Alternatively, a LCCD begins with an analysis of the learners, their needs, characteristics, expectations and prior knowledge, and the constraints on learning. After analysis, this instructor creates the LOs and offers well-aligned instructional strategies. It is then followed by design, development, implementation and evaluation phases. However, this approach places a heavy burden on the instructor, who must develop activities aligned with the students’ needs.
The author suggests integrating one or more of the following Approaches:
Inquiry-Based transforms students into investigators and helps them develop the ability to formulate meaningful questions, solve problems, interpret data and other forms of evidence, and participate in the creation of knowledge. This approach places students at the center of the learning process, it foregrounds research skills and higher-order thinking skills, and it helps students achieve conceptual understanding.
Case Study-Based organizes around a series of crises, pivotal incidents, critical junctures, legal cases, and other real-world scenarios where the students can study the decision-making process, the societal or professional response to a dilemma, past precedents for current events, societal and cultural change over time, and shifts in public values or in scientific understanding. Student engagement in authentic problem solving is the key.
Decoding the Discipline introduces students to the methods, skills and interpretive techniques used by scholars in the field. This skills-based approach familiarizes students with how experts within a discipline collect and analyze data; understand causality; interpret a graph, a text, a document or evidence.
Interdisciplinary integrates serious intellectual attention bridging disciplines such as conflict resolution, the environment and sustainability, health care, human rights, and social inequality.
Gamification attends to the goal of education, practice and skills development. There are role-playing games, simulations and immersive virtual environments. This approach includes achievement levels, interaction, competition and timely feedback.
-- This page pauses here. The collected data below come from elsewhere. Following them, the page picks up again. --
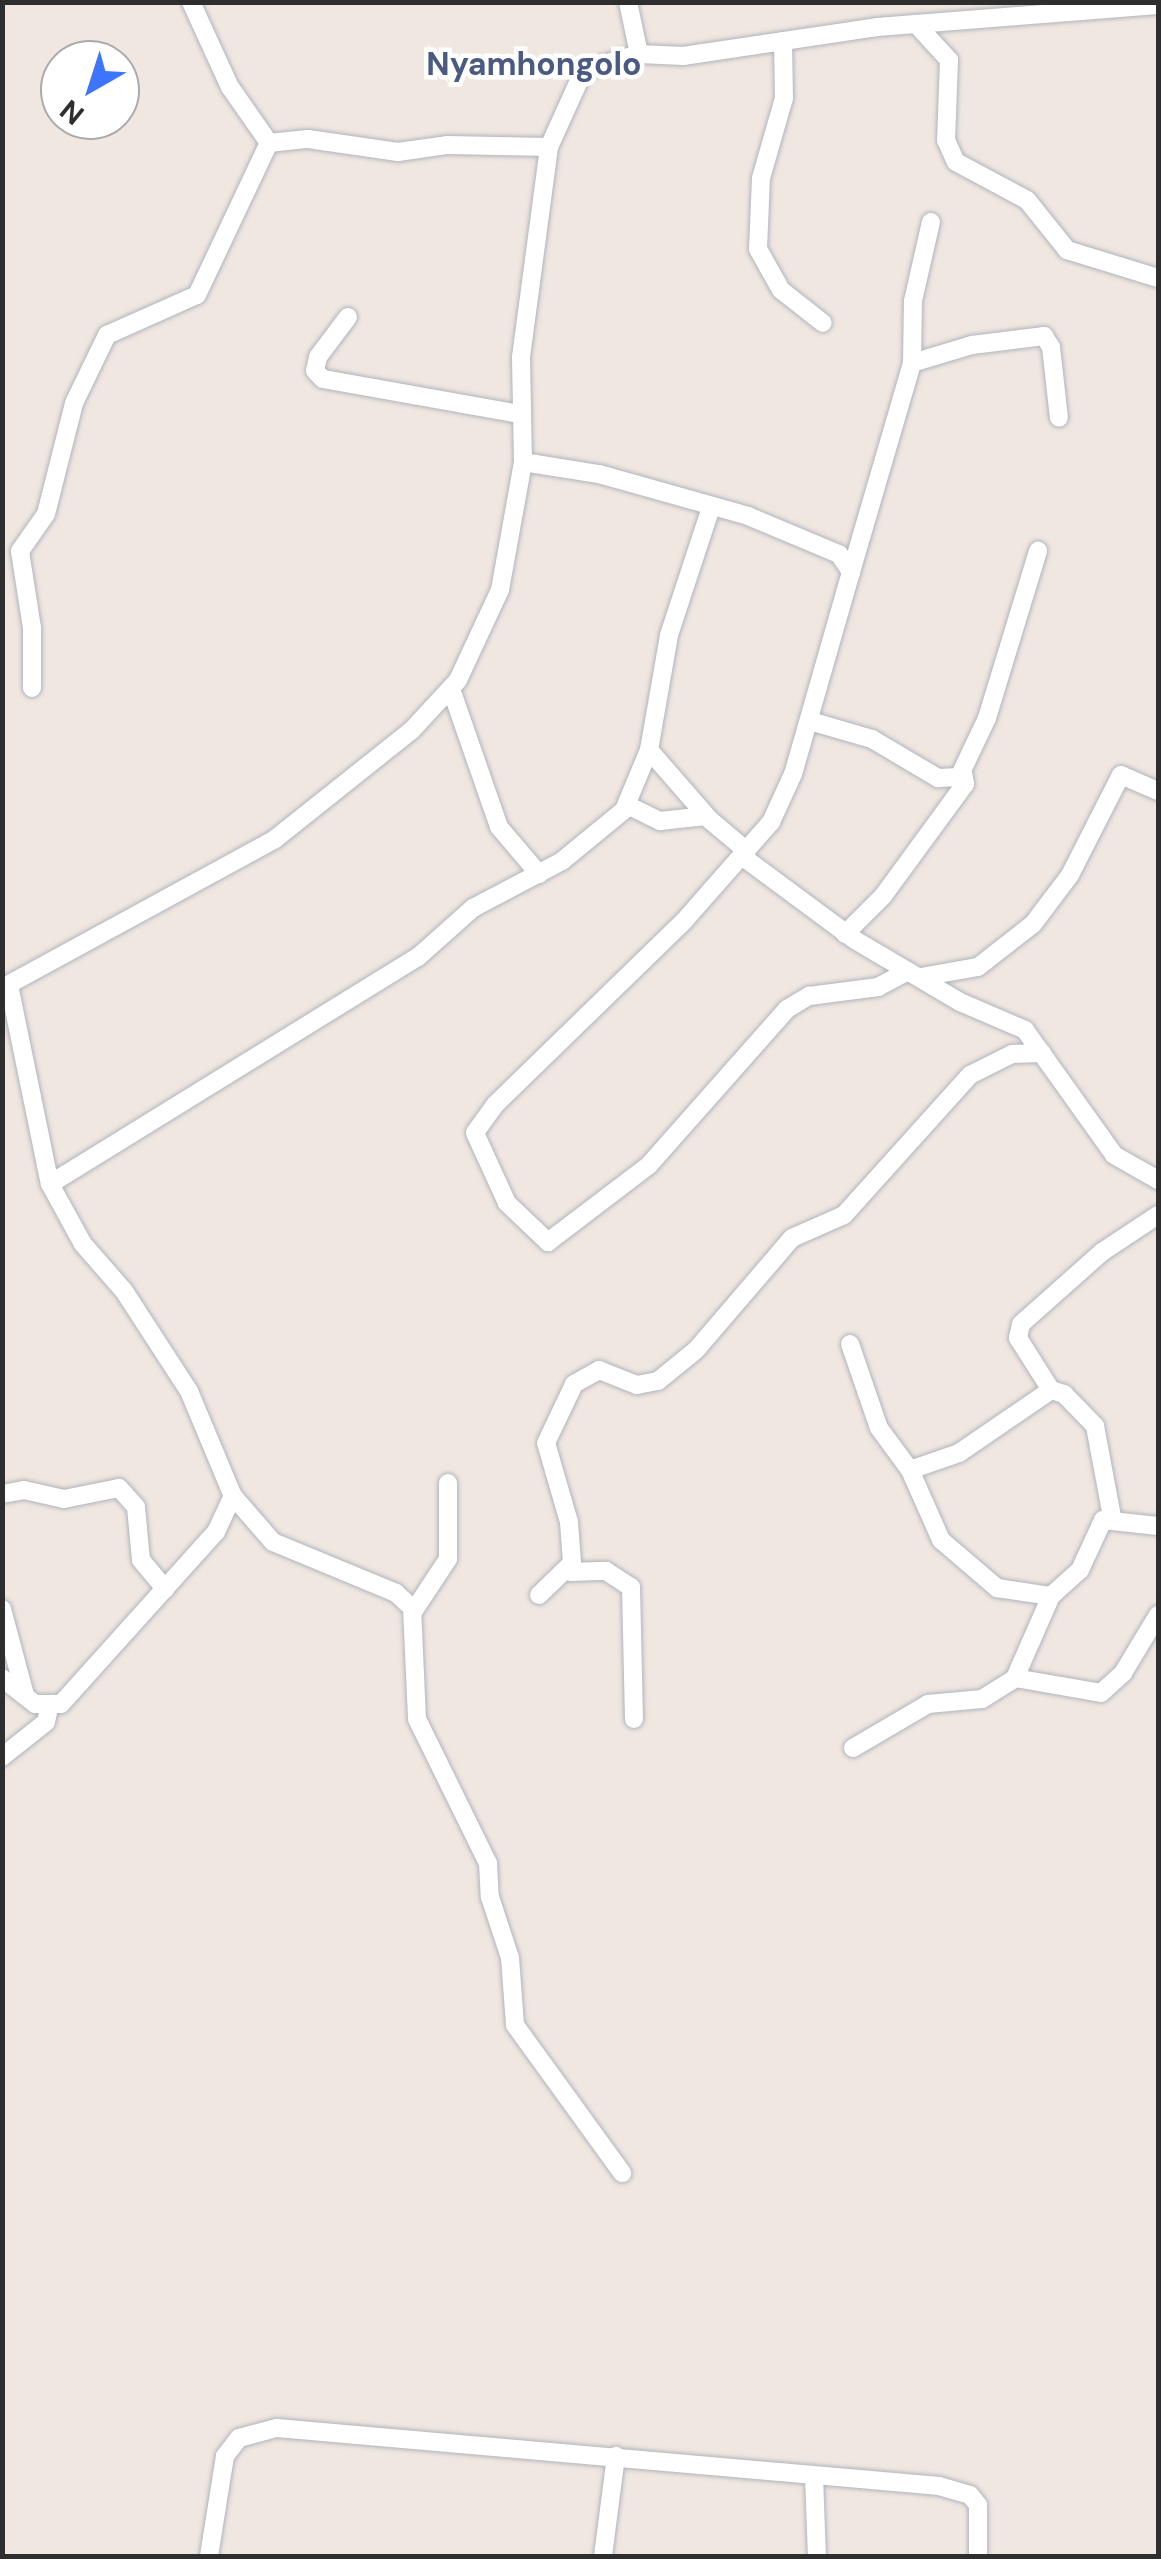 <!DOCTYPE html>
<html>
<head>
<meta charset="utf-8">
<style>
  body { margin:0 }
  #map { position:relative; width:1161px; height:2559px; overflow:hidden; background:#f0e7e0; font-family:"DM Sans",sans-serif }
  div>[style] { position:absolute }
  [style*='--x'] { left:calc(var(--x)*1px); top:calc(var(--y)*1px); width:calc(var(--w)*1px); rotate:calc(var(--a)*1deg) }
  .roads { filter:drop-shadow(0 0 2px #b0b4be) drop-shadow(0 0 2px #b0b4be) }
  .street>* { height:18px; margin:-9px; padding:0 9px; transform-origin:9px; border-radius:9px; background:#fff }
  span { translate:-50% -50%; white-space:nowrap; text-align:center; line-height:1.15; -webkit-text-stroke:9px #fff; paint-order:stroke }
  .quarter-label { font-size:32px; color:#4a5a82; font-weight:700 }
  .frame { position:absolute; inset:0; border:5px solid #2e2e2e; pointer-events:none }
  .north { position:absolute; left:40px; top:40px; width:100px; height:100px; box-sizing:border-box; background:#fff; border:2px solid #ababab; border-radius:50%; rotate:219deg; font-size:28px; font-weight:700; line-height:40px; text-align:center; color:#2e2e2e }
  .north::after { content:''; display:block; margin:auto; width:35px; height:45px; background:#3d75ff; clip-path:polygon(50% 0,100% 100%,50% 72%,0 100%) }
</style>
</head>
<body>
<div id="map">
  <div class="roads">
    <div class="street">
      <i style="--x:191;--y:2;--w:94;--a:65.4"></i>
      <i style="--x:230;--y:87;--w:68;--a:55.1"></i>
      <i style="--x:628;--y:2;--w:53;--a:78.1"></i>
      <i style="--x:916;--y:24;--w:49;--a:47.5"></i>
      <i style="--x:949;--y:60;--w:80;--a:92.1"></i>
      <i style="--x:946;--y:140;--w:24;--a:66"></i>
      <i style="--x:956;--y:162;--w:81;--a:28.2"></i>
      <i style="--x:1027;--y:200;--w:64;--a:51.3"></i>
      <i style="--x:1067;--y:250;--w:95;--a:17.1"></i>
      <i style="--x:783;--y:41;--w:57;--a:89"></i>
      <i style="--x:784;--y:98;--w:83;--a:106"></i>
      <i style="--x:761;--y:178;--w:71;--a:92.4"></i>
      <i style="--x:758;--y:249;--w:47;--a:60.7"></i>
      <i style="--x:781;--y:290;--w:53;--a:38.2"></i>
      <i style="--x:348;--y:317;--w:50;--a:126.9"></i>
      <i style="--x:318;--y:357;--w:14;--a:102"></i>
      <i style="--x:315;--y:371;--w:11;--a:45"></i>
      <i style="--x:323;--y:379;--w:200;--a:10.1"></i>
      <i style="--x:912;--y:363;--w:62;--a:-89.1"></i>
      <i style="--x:913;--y:301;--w:81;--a:-77.2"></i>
      <i style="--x:523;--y:462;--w:77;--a:9"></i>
      <i style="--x:599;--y:474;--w:155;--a:15.7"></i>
      <i style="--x:748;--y:516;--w:99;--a:22.7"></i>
      <i style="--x:839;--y:554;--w:22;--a:56"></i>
      <i style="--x:851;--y:572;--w:210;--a:106"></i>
      <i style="--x:793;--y:774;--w:53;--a:114.6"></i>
      <i style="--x:771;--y:822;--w:132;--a:131.3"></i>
      <i style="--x:684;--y:921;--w:264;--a:135.8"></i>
      <i style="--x:495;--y:1105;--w:34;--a:126"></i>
      <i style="--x:475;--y:1133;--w:77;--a:65.4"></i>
      <i style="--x:507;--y:1203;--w:57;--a:43.6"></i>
      <i style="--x:548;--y:1242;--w:127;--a:-37.3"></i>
      <i style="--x:649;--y:1165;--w:208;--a:-48.5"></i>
      <i style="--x:787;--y:1009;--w:26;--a:-31"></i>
      <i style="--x:809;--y:996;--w:70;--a:-7.4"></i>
      <i style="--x:878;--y:987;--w:34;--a:-28"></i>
      <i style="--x:851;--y:572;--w:218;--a:-73.7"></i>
      <i style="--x:912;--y:363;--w:63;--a:-16.7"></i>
      <i style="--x:972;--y:345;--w:73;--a:-7.1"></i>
      <i style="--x:1044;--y:336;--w:13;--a:58"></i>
      <i style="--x:1051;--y:347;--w:71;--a:83.6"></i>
      <i style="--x:32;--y:688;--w:60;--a:-90"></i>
      <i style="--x:32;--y:628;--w:78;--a:-98.9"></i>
      <i style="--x:20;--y:551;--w:45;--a:-54.9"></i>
      <i style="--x:46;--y:514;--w:114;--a:-75.8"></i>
      <i style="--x:74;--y:403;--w:76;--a:-64.1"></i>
      <i style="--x:107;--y:335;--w:98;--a:-24"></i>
      <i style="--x:197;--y:295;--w:168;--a:-64.7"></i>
      <i style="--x:269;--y:143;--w:39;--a:-6"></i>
      <i style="--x:308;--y:139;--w:91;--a:8.2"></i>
      <i style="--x:398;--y:152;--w:49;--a:-8.1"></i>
      <i style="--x:447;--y:145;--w:102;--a:1.1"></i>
      <i style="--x:451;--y:689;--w:146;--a:70.8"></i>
      <i style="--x:499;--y:827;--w:62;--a:49.6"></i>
      <i style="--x:810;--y:721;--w:65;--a:16.2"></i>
      <i style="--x:872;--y:739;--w:77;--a:30.6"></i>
      <i style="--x:938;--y:778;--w:21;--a:-3"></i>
      <i style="--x:959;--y:777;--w:65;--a:-64.6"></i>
      <i style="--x:987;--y:718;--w:175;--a:-73"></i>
      <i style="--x:649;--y:750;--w:93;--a:48.9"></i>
      <i style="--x:710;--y:820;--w:48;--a:40"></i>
      <i style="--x:627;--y:805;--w:37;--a:26"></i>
      <i style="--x:660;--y:821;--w:46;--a:-6.2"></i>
      <i style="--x:743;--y:857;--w:139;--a:36.5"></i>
      <i style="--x:855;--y:940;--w:122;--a:30.6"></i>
      <i style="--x:960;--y:1002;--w:71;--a:23.3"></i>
      <i style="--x:1025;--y:1030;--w:153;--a:54.5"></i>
      <i style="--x:1114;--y:1155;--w:51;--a:29.6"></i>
      <i style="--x:845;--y:934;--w:54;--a:-45"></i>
      <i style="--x:883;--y:896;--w:139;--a:-53.8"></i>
      <i style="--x:965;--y:784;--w:11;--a:-100"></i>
      <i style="--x:921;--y:977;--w:58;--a:-10"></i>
      <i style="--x:978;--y:967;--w:70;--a:-38"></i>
      <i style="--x:1033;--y:924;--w:61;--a:-52.9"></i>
      <i style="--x:1070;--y:875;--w:112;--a:-63"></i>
      <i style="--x:1121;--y:775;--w:40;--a:23.4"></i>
      <i style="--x:9;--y:985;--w:203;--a:78.4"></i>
      <i style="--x:50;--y:1184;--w:68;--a:61.2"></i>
      <i style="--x:83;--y:1244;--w:62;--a:48.9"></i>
      <i style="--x:124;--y:1291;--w:119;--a:57"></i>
      <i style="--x:189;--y:1391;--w:114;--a:67.3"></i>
      <i style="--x:233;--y:1496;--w:61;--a:49"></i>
      <i style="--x:273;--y:1542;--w:133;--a:22.5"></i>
      <i style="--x:396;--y:1593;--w:22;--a:43"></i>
      <i style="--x:412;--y:1608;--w:111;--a:87.4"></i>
      <i style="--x:417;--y:1719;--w:161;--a:63.8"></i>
      <i style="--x:488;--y:1863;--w:34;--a:87"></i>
      <i style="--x:490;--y:1897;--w:64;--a:71.8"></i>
      <i style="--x:510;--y:1958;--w:67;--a:85.7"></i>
      <i style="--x:515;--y:2025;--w:183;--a:54.1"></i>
      <i style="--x:2;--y:988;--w:311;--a:-28.6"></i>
      <i style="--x:275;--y:839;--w:174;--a:-38.5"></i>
      <i style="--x:411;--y:731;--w:69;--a:-47.3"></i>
      <i style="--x:458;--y:680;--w:99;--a:-65"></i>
      <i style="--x:500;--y:590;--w:130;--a:-79.8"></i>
      <i style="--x:523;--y:462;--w:105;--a:-91.1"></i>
      <i style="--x:521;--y:357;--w:212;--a:-82.4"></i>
      <i style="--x:549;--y:147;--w:85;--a:-65.6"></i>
      <i style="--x:584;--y:70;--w:57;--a:-16.2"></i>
      <i style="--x:639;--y:54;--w:44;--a:2.6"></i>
      <i style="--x:683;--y:56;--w:196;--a:-8.5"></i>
      <i style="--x:877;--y:27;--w:282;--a:-4.5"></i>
      <i style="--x:50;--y:1184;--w:432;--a:-31.7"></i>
      <i style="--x:418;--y:957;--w:74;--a:-41.7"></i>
      <i style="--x:473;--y:908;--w:101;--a:-27.8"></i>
      <i style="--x:562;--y:861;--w:80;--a:-39.4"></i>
      <i style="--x:624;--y:810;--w:65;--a:-67.4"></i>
      <i style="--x:649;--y:750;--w:117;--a:-80.1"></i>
      <i style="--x:669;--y:635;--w:132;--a:-71.8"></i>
      <i style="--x:850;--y:1344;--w:89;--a:71"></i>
      <i style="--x:879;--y:1428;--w:52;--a:53.6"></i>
      <i style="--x:910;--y:1470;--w:77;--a:66.1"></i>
      <i style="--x:941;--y:1540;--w:74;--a:40.6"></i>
      <i style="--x:997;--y:1588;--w:55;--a:8.4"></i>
      <i style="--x:1051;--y:1596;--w:39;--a:-42"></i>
      <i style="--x:1080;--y:1570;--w:55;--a:-65.3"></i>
      <i style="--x:1103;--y:1520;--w:55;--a:6.2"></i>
      <i style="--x:1051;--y:1390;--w:14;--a:17"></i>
      <i style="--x:1064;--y:1394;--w:45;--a:45.9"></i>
      <i style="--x:1095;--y:1426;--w:93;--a:79.4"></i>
      <i style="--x:910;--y:1470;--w:52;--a:-19.1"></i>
      <i style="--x:959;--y:1453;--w:112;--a:-34.4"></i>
      <i style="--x:1051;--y:1390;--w:62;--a:-122.4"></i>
      <i style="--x:1018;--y:1338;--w:14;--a:-78"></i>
      <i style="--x:1021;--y:1324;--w:108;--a:-41.6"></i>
      <i style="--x:1102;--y:1252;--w:67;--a:-33.5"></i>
      <i style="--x:2;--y:1494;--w:22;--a:-10"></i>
      <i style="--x:24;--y:1490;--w:41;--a:12.7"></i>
      <i style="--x:64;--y:1499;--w:56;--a:-11.3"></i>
      <i style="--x:119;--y:1488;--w:25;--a:48"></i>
      <i style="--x:136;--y:1507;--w:53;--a:84.6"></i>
      <i style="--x:141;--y:1560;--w:38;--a:50"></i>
      <i style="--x:570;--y:1572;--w:36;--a:-2"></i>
      <i style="--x:606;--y:1571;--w:30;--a:33"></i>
      <i style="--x:631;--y:1587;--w:132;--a:88.7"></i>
      <i style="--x:539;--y:1595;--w:46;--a:-44.1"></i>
      <i style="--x:572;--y:1563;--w:41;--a:-94.2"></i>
      <i style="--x:569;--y:1522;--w:82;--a:-106.2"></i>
      <i style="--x:546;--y:1443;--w:65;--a:-64.6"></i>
      <i style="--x:574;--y:1384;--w:29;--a:-29"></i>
      <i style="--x:599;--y:1370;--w:41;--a:21.5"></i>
      <i style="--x:637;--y:1385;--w:21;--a:-11"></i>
      <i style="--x:658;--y:1381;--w:49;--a:-39.2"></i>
      <i style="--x:696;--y:1350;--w:148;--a:-49.4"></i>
      <i style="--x:792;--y:1238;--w:57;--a:-23.9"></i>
      <i style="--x:844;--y:1215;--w:188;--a:-48"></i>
      <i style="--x:970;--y:1075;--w:47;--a:-26.6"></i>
      <i style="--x:1012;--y:1054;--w:30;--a:-2"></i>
      <i style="--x:2;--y:1609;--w:89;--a:75"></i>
      <i style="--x:413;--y:1612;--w:64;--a:-56.6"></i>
      <i style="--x:448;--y:1559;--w:76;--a:-90"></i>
      <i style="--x:2;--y:1678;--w:42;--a:38.2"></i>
      <i style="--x:35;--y:1704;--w:26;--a:0"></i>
      <i style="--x:61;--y:1704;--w:232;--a:-48"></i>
      <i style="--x:216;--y:1532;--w:40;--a:-65"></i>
      <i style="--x:1015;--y:1678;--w:90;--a:-66.3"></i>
      <i style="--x:853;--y:1748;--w:87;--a:-30.4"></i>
      <i style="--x:928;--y:1704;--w:54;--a:-5.3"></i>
      <i style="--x:982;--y:1699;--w:39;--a:-32"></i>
      <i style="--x:1015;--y:1678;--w:87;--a:9.9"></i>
      <i style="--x:1101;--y:1693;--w:30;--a:-42"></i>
      <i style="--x:1123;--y:1673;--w:68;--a:-58.9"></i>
      <i style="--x:2;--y:1757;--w:56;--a:-38.5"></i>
      <i style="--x:46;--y:1722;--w:14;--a:-78"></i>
      <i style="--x:814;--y:2476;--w:80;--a:87.9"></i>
      <i style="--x:209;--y:2556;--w:101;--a:-80.9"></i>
      <i style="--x:225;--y:2456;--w:23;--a:-52"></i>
      <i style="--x:239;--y:2438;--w:39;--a:-15"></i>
      <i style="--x:277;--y:2428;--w:665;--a:5.01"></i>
      <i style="--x:939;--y:2486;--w:32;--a:16"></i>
      <i style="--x:970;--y:2495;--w:13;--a:51"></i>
      <i style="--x:978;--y:2505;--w:51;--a:90"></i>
      <i style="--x:603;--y:2556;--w:101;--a:-82.6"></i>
    </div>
  </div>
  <div class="quarter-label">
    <span style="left:534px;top:64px">Nyamhongolo</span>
  </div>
  <div class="frame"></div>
  <div class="north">N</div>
</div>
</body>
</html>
Policy-Oriented systematically addresses policy design and delivery. Students undertake policy research, data analysis, policy planning and formulation, policy implementation, and policy assessment. This approach almost inevitably leads students to understand the technical, political and organizational barriers to change, theories of change and the role of stakeholders in policy decisions.
Project-Based Learning (PBL) substitutes process and product or performance for outcomes. This “show us what you know” approach assesses learning not by homework, quizzes, etc. but rather authentically: by a tangible result, typically an artifact. Scaffolding is key to the success of PBL. A project needs to unfold in stages with clear deadlines, guidance and frequent feedback.